Everyone knows what “pay for” means—we all go to the shopping mall, and we pull out our wallets to “pay for” the Gucci handbag. You do not grab the bag and look around for someone else to pay. “Hey bro’, I’m a bit short today; can you spare a few hundred to buy this for me?”
No, if you cannot afford the Gucci you buy the Wal-Mart store brand made in China.

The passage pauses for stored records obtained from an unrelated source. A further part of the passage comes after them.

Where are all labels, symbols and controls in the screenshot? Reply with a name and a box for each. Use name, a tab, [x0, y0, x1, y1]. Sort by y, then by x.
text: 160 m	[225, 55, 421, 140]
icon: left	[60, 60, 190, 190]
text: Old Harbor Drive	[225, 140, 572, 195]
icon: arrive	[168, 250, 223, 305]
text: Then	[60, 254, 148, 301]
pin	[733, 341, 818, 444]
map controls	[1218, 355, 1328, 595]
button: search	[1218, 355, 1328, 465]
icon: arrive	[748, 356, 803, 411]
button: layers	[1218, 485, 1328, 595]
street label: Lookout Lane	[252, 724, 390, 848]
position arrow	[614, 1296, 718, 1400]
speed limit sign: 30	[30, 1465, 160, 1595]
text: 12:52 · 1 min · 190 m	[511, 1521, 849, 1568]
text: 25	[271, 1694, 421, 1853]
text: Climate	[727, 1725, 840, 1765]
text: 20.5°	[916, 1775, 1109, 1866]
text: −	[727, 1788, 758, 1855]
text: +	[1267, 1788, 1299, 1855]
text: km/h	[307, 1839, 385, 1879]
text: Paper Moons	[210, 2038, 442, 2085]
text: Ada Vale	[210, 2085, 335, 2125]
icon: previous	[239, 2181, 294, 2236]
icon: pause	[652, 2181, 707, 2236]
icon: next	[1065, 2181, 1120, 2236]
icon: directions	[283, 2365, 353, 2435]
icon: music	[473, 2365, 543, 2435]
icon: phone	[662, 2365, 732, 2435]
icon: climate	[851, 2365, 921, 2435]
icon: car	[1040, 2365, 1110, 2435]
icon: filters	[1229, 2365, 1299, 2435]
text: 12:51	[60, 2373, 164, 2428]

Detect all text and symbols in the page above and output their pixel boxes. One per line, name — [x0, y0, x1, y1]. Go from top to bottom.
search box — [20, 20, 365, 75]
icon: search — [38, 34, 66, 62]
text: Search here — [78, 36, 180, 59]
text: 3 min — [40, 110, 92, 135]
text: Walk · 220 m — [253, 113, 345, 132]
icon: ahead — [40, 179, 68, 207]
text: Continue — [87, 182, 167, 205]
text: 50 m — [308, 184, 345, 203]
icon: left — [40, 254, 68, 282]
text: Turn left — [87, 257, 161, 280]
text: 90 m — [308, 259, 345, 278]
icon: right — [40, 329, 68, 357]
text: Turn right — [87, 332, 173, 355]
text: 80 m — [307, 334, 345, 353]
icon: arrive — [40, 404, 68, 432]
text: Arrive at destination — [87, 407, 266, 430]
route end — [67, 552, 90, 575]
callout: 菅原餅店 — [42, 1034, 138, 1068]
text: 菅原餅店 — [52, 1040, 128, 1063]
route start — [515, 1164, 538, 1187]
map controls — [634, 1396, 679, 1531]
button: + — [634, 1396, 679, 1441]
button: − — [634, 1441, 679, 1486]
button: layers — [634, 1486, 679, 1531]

It does little good to argue that those who can “afford” to pay taxes ought to do so for the benefit of those who need welfare. That is what the charity meme is for. Of course we all ought to give to charity—from each according to ability to each according to need. If the tax system comes down to charitable contributions, then it should be based on voluntary contributions. Good luck with that! The mixing of these memes will at best lead to confusion, but more predictably it will lead to tax revolt and social spending cuts. (Ex post predictions are relatively easy to make—that is precisely what happened after 1980. Liberals are still struggling to come up with a response.)
We need new tax and spending frames.
Part 5 and the rest of the series follows along next week.
 J. Fagg Foster, “The Reality of the Present and the Challenge of the Future”, Journal of Economic Issues, 15(4), December p. 963, 1981
 See L. Randall Wray, “The Ownership Society: Social Security is only the Beginning”, Public Policy Brief 82, August 2005 (www.levy.org).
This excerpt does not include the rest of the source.